No Money Down!

With public university administrators continually arguing for tuition increases to counter state appropriations cuts, it seems far-fetched that their budget problems could be solved by eliminating student tuition and fees altogether.

But that’s the idea put forth by a group of students from the University of California at Riverside, who in January proposed a new funding model for the University of California system that seeks to solve two of the system’s biggest problems: unpredictable and large decreases in state appropriations, and the steady increase in tuition costs.

Under the students’ plan, called the UC Student Investment Proposal, students in the system would pay no upfront costs for their education but would agree to pay 5 percent of their income to the system for 20 years after graduating and entering the workforce.

“Rather than dealing with short-term issues, we wanted to develop a long-term fix for the system,” said Chris LoCascio, a junior at UC-Riverside and president of the group, Fix UC, that came up with the proposal. “Right now UC is living paycheck to paycheck with an unreliable donor.”

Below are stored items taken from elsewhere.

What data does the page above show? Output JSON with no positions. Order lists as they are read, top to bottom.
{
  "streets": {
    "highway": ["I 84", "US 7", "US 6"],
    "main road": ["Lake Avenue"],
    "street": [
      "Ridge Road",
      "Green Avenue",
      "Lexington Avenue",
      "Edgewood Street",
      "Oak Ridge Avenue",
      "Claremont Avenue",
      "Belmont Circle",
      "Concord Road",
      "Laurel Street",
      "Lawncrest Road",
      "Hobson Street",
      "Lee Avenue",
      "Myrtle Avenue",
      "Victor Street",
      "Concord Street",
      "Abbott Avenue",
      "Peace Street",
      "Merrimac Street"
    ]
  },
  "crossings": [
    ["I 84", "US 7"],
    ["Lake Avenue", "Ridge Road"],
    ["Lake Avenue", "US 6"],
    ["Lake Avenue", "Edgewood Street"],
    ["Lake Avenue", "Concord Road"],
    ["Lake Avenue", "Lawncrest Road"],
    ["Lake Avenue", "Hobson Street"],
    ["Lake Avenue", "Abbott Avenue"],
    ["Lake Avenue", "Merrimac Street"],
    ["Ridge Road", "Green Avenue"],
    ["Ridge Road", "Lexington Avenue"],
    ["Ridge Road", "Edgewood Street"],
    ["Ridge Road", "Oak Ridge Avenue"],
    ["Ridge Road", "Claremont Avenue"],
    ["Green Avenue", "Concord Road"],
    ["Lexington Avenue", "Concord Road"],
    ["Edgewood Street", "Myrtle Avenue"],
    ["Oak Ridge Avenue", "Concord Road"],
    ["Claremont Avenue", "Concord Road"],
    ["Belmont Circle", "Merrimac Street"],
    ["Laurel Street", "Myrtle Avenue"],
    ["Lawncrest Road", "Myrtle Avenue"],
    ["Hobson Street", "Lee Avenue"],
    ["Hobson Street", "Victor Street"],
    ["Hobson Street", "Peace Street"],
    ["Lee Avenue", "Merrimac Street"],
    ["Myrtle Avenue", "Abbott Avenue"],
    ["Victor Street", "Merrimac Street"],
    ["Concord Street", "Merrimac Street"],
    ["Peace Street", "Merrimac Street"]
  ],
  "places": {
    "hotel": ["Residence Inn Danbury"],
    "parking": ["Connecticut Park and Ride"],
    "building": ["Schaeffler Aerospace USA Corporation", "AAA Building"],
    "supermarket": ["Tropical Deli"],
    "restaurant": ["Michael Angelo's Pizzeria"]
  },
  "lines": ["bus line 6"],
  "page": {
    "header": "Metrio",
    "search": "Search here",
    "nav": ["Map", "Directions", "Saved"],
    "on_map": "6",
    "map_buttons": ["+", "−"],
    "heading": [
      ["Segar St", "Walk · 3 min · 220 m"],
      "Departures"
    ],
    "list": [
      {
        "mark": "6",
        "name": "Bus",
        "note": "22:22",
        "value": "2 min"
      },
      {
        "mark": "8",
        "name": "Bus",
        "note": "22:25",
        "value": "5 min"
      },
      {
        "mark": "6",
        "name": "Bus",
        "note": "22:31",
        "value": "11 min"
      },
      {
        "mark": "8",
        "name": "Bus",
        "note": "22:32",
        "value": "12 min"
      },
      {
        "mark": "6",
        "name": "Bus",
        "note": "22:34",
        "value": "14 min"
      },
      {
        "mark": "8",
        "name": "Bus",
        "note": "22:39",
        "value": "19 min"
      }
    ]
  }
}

This might sound like a well-intentioned idea that isn't going to excite anyone but a few activists. And it's true that the proposal faces logistical and political barriers. But system President Mark Yudof, who in the past has defended large tuition increases, commissioned two of his top lieutenants – Nathan Brostrom, executive vice president for business operations, and Patrick Lenz, vice president of budget – to meet with the students behind the proposal and evaluate its viability. "We think the ideas are constructive," Yudof said at the Board of Regents meeting Jan. 18.